As Michael skips many events of his life, the remote learns from his behaviors and adjusts itself to his predilections. Fast forwarding through his life, Michael sees and experiences just exactly how his choices influence the world around him and how getting what he wants in one area won’t cure the ills of another. And for the bulk of the film it’s a great film that teeters close to the edge of cinema classics like It’s A Wonderful Life as the film has a great story to it. Michael is a great everyman, trying to do better for his family and failing to balance those priorities with his wanting of a better life for them. This a great script for the most part, as the film’s plot and story move along briskly enough to keep the story moving but deliberately enough to keep the characters front and center. This is a real family with real problems trying to be solved and as the years move by Michael’s choices with the remote and with his life bring them farther away from the place he wants them to be.
The film’s central theme revolves around Michael losing everything to try and be the type of man he thinks his career should take him to. And in what should’ve been the finale an aged Michael has a crucial moment with his family where he has the revelation about his life comes an ending that takes away from its gravity. Frank Coraci, a veteran of happy endings from being at the helm of two prior Happy Gilmore Productions (The Wedding Singer and The Waterboy), does a great job telling this story. While a different ending is something Coraci seems to be aiming for, the one that is provided wrecks the story arc of a man who gained everything to find he had lost it all in the process. It’s a crucial blunder in a film that manages to avoid many of the usual pratfalls of films starring Adam Sandler.

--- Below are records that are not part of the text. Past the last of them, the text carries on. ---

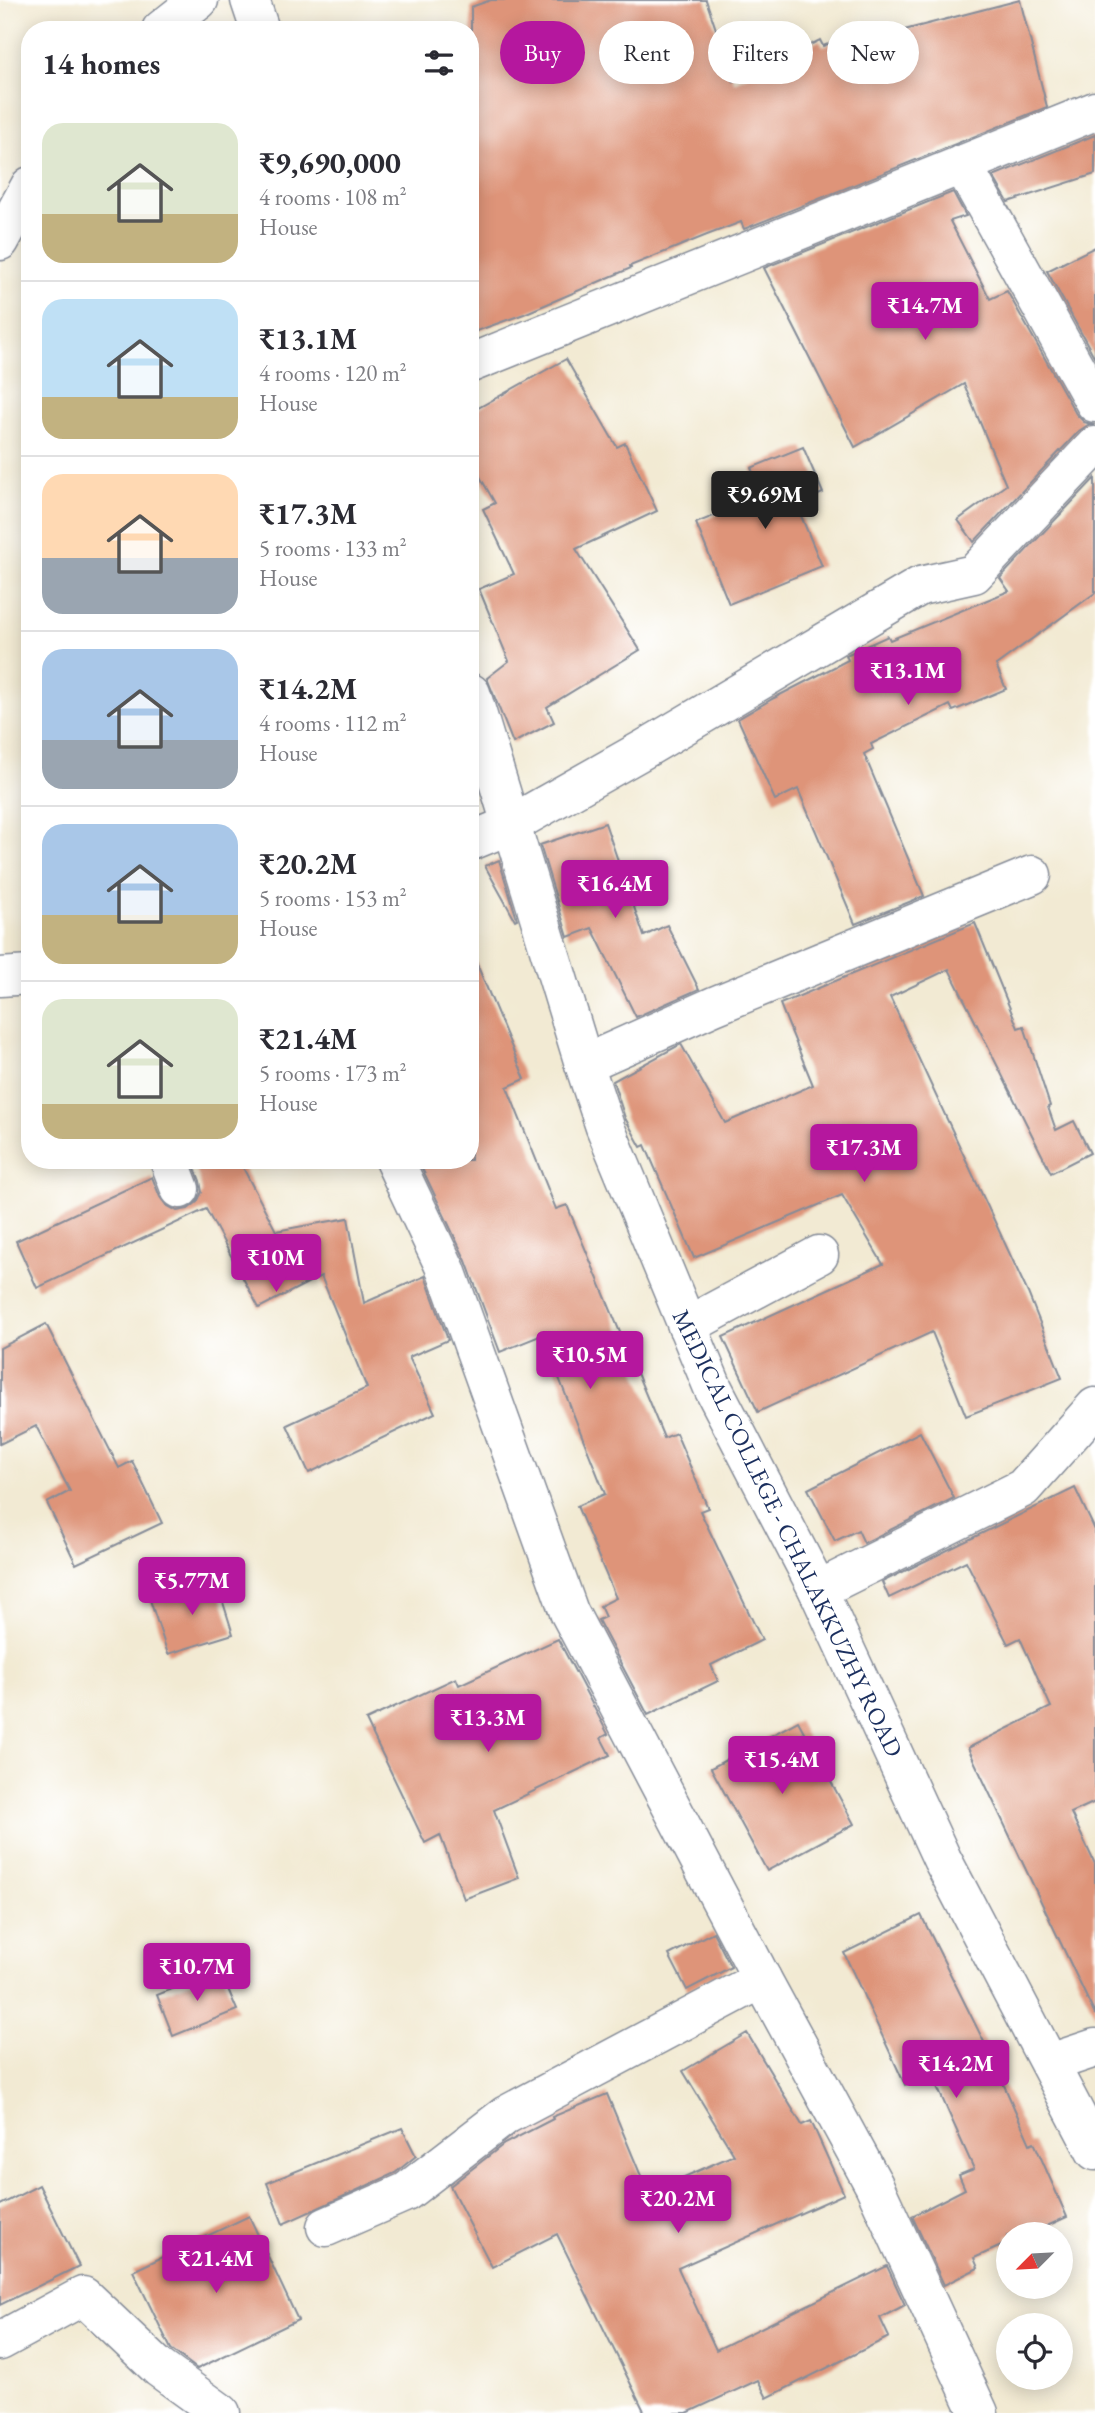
<!DOCTYPE html>
<html lang="en">
<head>
<meta charset="utf-8">
<style>
  :root { --surface:#fff; --page:#f7f7f7; --text:#2b2b33; --muted:#7c7c81; --line:#e1e1e2; --accent:#b5179e }
  body { margin:0; font-family:"EB Garamond",serif; background:var(--page); color:var(--text); height:100vh; display:flex; flex-direction:column; font-size:26px; white-space:nowrap }
  * { box-sizing:border-box; margin:0 }
  p { font-size:23px; color:var(--muted) }
  .icon { flex:none; width:38px; height:38px; fill:none; stroke:currentColor; stroke-width:2; stroke-linecap:round; stroke-linejoin:round }
  .map { position:relative; flex:1; overflow:hidden }
  .sheet { position:absolute; left:21px; top:21px; width:458px; height:1148px; display:flex; flex-direction:column; background:var(--surface); border-radius:28px; box-shadow:0 4px 18px #0003 }
  .sheet>* { flex:none }
  .guide { position:absolute; left:500px; top:21px; width:488px; height:63px; display:flex; gap:14px }
  .needle { width:46px; rotate:246deg }
  .fabs { position:absolute; left:996px; top:2222px; display:grid; gap:14px }
  .fabs a { display:grid; place-items:center; width:77px; height:77px; border-radius:50%; background:var(--surface); box-shadow:0 4px 18px #0003; font-size:35px }
  .price { position:absolute; translate:-50% -60px; padding:0 16px; border-radius:7px; background:var(--accent); color:#fff; font-size:23px; line-height:46px; filter:drop-shadow(0 2px 4px #0008) }
  .price::after { content:''; position:absolute; left:50%; top:42px; width:21px; height:16px; margin-left:-10px; background:inherit; clip-path:polygon(0 0,100% 0,50% 100%) }
  .price.active { background:#222; color:#fff }
  ul { padding:0; list-style:none }
  li { display:flex; align-items:center; gap:21px; height:175px; padding:0 21px }
  li+li { border-top:2px solid var(--line) }
  li span { display:grid; place-items:center; flex:none; width:196px; height:140px; border-radius:21px; color:#555 }
  li>.icon { margin-inline-start:auto }
  span .icon { width:84px; height:84px; fill:#fffc; stroke-width:1 }
  li b { font-size:30px }
  h2 { display:flex; justify-content:space-between; align-items:center; height:84px; padding:0 21px; font-size:30px }
  .pill { padding:0 24px; border-radius:32px; background:var(--surface); box-shadow:0 4px 18px #0003; font-size:24px; line-height:63px }
  .pill.active { background:var(--accent); color:#fff }
  .map>svg:first-child { display:block }
  .building { fill:#de9479 }
  .lines { fill:none; stroke-linecap:round; stroke-linejoin:round }
  .minor-casing { stroke:#868c98; stroke-width:41 }
  .minor { stroke:#fff; stroke-width:38 }
  .labels { text-anchor:middle; dominant-baseline:central; stroke-width:6; stroke-linejoin:round; paint-order:stroke }
  .street-label { font-size:24px; fill:#1b2f5e; stroke:#fff }
</style>
</head>
<body>
<div class="map">
<svg width="1095" height="2413" viewBox="0 0 1095 2413">
  <rect width="100%" height="100%" fill="#fff"/>
  <filter id="ink" filterUnits="userSpaceOnUse"><feTurbulence type="fractalNoise" baseFrequency=".0143" numOctaves="2"/><feDisplacementMap in="SourceGraphic" scale="14" xChannelSelector="R" yChannelSelector="G"/><feConvolveMatrix kernelMatrix="1 2 1 2 8 2 1 2 1" color-interpolation-filters="sRGB"/></filter>
  <filter id="wash" filterUnits="userSpaceOnUse"><feTurbulence type="fractalNoise" baseFrequency=".00686" numOctaves="4" result="noise"/><feDisplacementMap in="SourceGraphic" scale="28" xChannelSelector="R" yChannelSelector="G"/><feGaussianBlur stdDeviation="1.57" result="paint"/><feColorMatrix in="noise" values="0 0 0 0 0 0 0 0 0 0 0 0 0 0 0 0 0 1.4 0 .05"/><feComposite in="paint" operator="in"/></filter>
  <g filter="url(#wash)">
    <rect width="100%" height="100%" fill="#f2ead3"/>
    <g id="blocks">
      <g class="building">
        <polygon points="491,0 706,0 734,82 820,40 823,46 881,25 885,35 1020,0 1047,107 744,229 741,222 707,235 630,266 631,268 524,314 471,333 471,7"/>
        <polygon points="1095,135 1095,174 1008,202 993,176"/>
        <polygon points="953,192 966,216 950,221 990,299 1007,291 1076,414 1084,422 1095,425 1088,425 1079,431 974,542 958,520 1006,485 964,384 855,447 764,268"/>
        <polygon points="1095,247 1095,358 1047,271"/>
        <polygon points="566,359 617,447 625,443 657,511 576,549 640,650 547,707 554,722 513,743 487,678 509,661 479,589 514,574 483,509 495,503 471,461 471,412"/>
        <polygon points="803,447 823,493 796,504 822,566 729,604 696,523 763,496 751,468"/>
        <polygon points="1095,478 1095,593 996,665 1006,689 953,711 950,705 871,744 873,749 864,754 924,896 855,924 798,789 775,800 738,719 774,698 848,660 846,655 888,636 890,640 1009,591 1000,578"/>
        <polygon points="605,823 644,936 667,925 699,989 636,1017 592,928 568,937 540,845"/>
        <polygon points="499,860 517,919 515,920 485,866"/>
        <polygon points="975,923 1018,1028 1024,1026 1050,1106 1048,1107 1056,1130 1074,1121 1090,1153 1051,1173 949,969 890,997 1028,1293 1062,1378 966,1416 932,1332 758,1412 723,1337 883,1264 842,1195 694,1258 645,1145 641,1147 625,1118 613,1081 681,1044 725,1123 813,1085 780,1004"/>
        <polygon points="471,950 525,1079 507,1087 556,1209 567,1205 664,1438 676,1433 708,1508 700,1511 762,1640 711,1665 718,1681 648,1715 598,1620 605,1617 600,1606 616,1598 577,1506 605,1494 542,1335 500,1352 466,1261 418,1160 471,1160"/>
        <polygon points="192,1160 239,1160 276,1231 348,1218 364,1303 425,1276 448,1340 409,1357 435,1413 309,1473 287,1425 367,1388 321,1276 259,1308 206,1209 37,1288 16,1241 152,1177 160,1197 166,1205 177,1211 188,1209 197,1202 202,1192 200,1181"/>
        <polygon points="46,1324 119,1468 132,1461 162,1523 76,1564 47,1503 70,1491 36,1426 0,1444 0,1348"/>
        <polygon points="920,1432 954,1498 864,1543 858,1530 835,1541 808,1489"/>
        <polygon points="1075,1488 1095,1530 1095,1802 1071,1813 1095,1864 1095,2015 968,1748 1051,1707 1020,1638 1008,1644 966,1561 889,1598 882,1582"/>
        <polygon points="216,1580 233,1634 168,1654 150,1600"/>
        <polygon points="558,1639 608,1734 601,1738 610,1755 494,1810 519,1878 464,1899 440,1835 425,1843 366,1720 456,1678 459,1685"/>
        <polygon points="798,1721 854,1824 767,1871 711,1768"/>
        <polygon points="921,1915 992,2058 1030,2144 1034,2142 1067,2217 1027,2235 1008,2235 1008,2243 974,2258 978,2268 944,2285 912,2216 965,2189 959,2175 974,2169 931,2073 905,2085 844,1953"/>
        <polygon points="713,1932 731,1967 687,1990 669,1955"/>
        <polygon points="220,1970 237,2010 173,2036 157,1995"/>
        <polygon points="747,2033 802,2125 811,2121 844,2194 678,2268 716,2350 887,2266 905,2305 880,2318 889,2337 767,2398 758,2380 687,2413 645,2413 557,2234 492,2267 450,2186 504,2144 553,2119 552,2117 607,2094 648,2193 734,2155 683,2071"/>
        <polygon points="402,2128 416,2156 395,2173 283,2224 267,2183"/>
        <polygon points="39,2185 79,2266 0,2305 0,2205"/>
        <polygon points="249,2216 298,2320 197,2369 171,2349 133,2271"/>
      </g>
    </g>
  </g>
  <g filter="url(#ink)">
    <use href="#blocks" fill-opacity="0" stroke="#868c98" stroke-width="2"/>
    <g class="lines">
      <defs>
        <g id="minor">
          <polyline points="250,0 260,30"/>
          <polyline points="161,30 199,0"/>
          <polyline points="962,164 1095,403"/>
          <polyline points="0,241 30,186"/>
          <polyline points="471,363 1095,111"/>
          <polyline points="471,693 584,1064 605,1127 713,1388 818,1590 942,1859 1095,2151"/>
          <polyline points="471,841 510,825 646,748 920,586 974,574 1095,446"/>
          <polyline points="0,977 30,975"/>
          <polyline points="584,1064 714,1006 1032,875"/>
          <polyline points="169,1160 180,1189"/>
          <polyline points="394,1160 446,1270 569,1612 762,1979 874,2185 979,2413"/>
          <polyline points="687,1326 819,1255"/>
          <polyline points="818,1590 1023,1488 1095,1407"/>
          <polyline points="1050,2063 1095,2048"/>
          <polyline points="326,2227 406,2192 506,2115 762,1979"/>
          <polyline points="0,2341 83,2296 159,2368 221,2413"/>
        </g>
      </defs>
      <use href="#minor" class="minor-casing"/>
      <use href="#minor" class="minor"/>
    </g>
  </g>
  <g class="labels">
    <g class="street-label">
      <text transform="translate(788 1533) rotate(64)">MEDICAL COLLEGE - CHALAKKUZHY ROAD</text>
    </g>
  </g>
</svg>
<div class="fabs">
<a><svg class="needle" viewBox="-14 -14 28 28"><path d="M0-13l5 13h-10z" fill="#e53935"/><path d="M0 13l5-13h-10z" fill="#7c7c81"/></svg></a>
<a><svg class="icon" aria-label="locate" viewBox="0 0 24 24"><circle cx="12" cy="12" r="6"/><path d="M12 2v4M12 18v4M2 12h4M18 12h4"/></svg></a>
</div>
<b class="price" style="left:925px;top:342px">₹14.7M</b>
<b class="price active" style="left:765px;top:531px">₹9.69M</b>
<b class="price" style="left:908px;top:707px">₹13.1M</b>
<b class="price" style="left:615px;top:920px">₹16.4M</b>
<b class="price" style="left:864px;top:1184px">₹17.3M</b>
<b class="price" style="left:276px;top:1294px">₹10M</b>
<b class="price" style="left:590px;top:1391px">₹10.5M</b>
<b class="price" style="left:192px;top:1617px">₹5.77M</b>
<b class="price" style="left:488px;top:1754px">₹13.3M</b>
<b class="price" style="left:782px;top:1796px">₹15.4M</b>
<b class="price" style="left:197px;top:2003px">₹10.7M</b>
<b class="price" style="left:956px;top:2100px">₹14.2M</b>
<b class="price" style="left:678px;top:2235px">₹20.2M</b>
<b class="price" style="left:216px;top:2295px">₹21.4M</b>
<div class="guide">
<a class="pill active">Buy</a>
<a class="pill">Rent</a>
<a class="pill">Filters</a>
<a class="pill">New</a>
</div>
<section class="sheet">
<h2>14 homes<svg class="icon" aria-label="filters" viewBox="0 0 24 24"><path d="M4 7h16M4 17h16"/><circle cx="9" cy="7" r="2"/><circle cx="15" cy="17" r="2"/></svg></h2>
<ul>
<li><span style="background:linear-gradient(#dfe7d0 65%,#c2b280 0)"><svg class="icon" aria-label="home" viewBox="0 0 24 24"><path d="M3 11l9-7 9 7M6 9v11h12V9"/></svg></span><div><b>₹9,690,000</b><p>4 rooms · 108 m²</p><p>House</p></div></li>
<li><span style="background:linear-gradient(#bfe0f5 70%,#c2b280 0)"><svg class="icon" aria-label="home" viewBox="0 0 24 24"><path d="M3 11l9-7 9 7M6 9v11h12V9"/></svg></span><div><b>₹13.1M</b><p>4 rooms · 120 m²</p><p>House</p></div></li>
<li><span style="background:linear-gradient(#ffd9b3 60%,#9aa5b1 0)"><svg class="icon" aria-label="home" viewBox="0 0 24 24"><path d="M3 11l9-7 9 7M6 9v11h12V9"/></svg></span><div><b>₹17.3M</b><p>5 rooms · 133 m²</p><p>House</p></div></li>
<li><span style="background:linear-gradient(#a9c7e8 65%,#9aa5b1 0)"><svg class="icon" aria-label="home" viewBox="0 0 24 24"><path d="M3 11l9-7 9 7M6 9v11h12V9"/></svg></span><div><b>₹14.2M</b><p>4 rooms · 112 m²</p><p>House</p></div></li>
<li><span style="background:linear-gradient(#a9c7e8 65%,#c2b280 0)"><svg class="icon" aria-label="home" viewBox="0 0 24 24"><path d="M3 11l9-7 9 7M6 9v11h12V9"/></svg></span><div><b>₹20.2M</b><p>5 rooms · 153 m²</p><p>House</p></div></li>
<li><span style="background:linear-gradient(#dfe7d0 75%,#c2b280 0)"><svg class="icon" aria-label="home" viewBox="0 0 24 24"><path d="M3 11l9-7 9 7M6 9v11h12V9"/></svg></span><div><b>₹21.4M</b><p>5 rooms · 173 m²</p><p>House</p></div></li>
</ul>
</section>
</div>
</body>
</html>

And for Sandler it’s a bold film and a unique role for him to take as it requires a lot of dramatic ability generally not seen in his film selections. Michael has many of the requisite “angry child in a man’s body” issues that Sandler’s comedy repertoire consists of but it has something else that many of his roles don’t have: heart. Sandler has displayed some great dramatic chops in the past, most notably in Punch-Drunk Love, and in crucial moments where a lot of comedians would fail Sandler succeeds in bringing the sort of gravitas needed. As Sandler’s audience is changing and growing up so is Sandler the actor; this is a film and a role that require more than him to punch out various people and scream. He succeeds admirably as while the film requires many of the usual screaming and physical comedy he’s known for there’s plenty of meat to his role as well.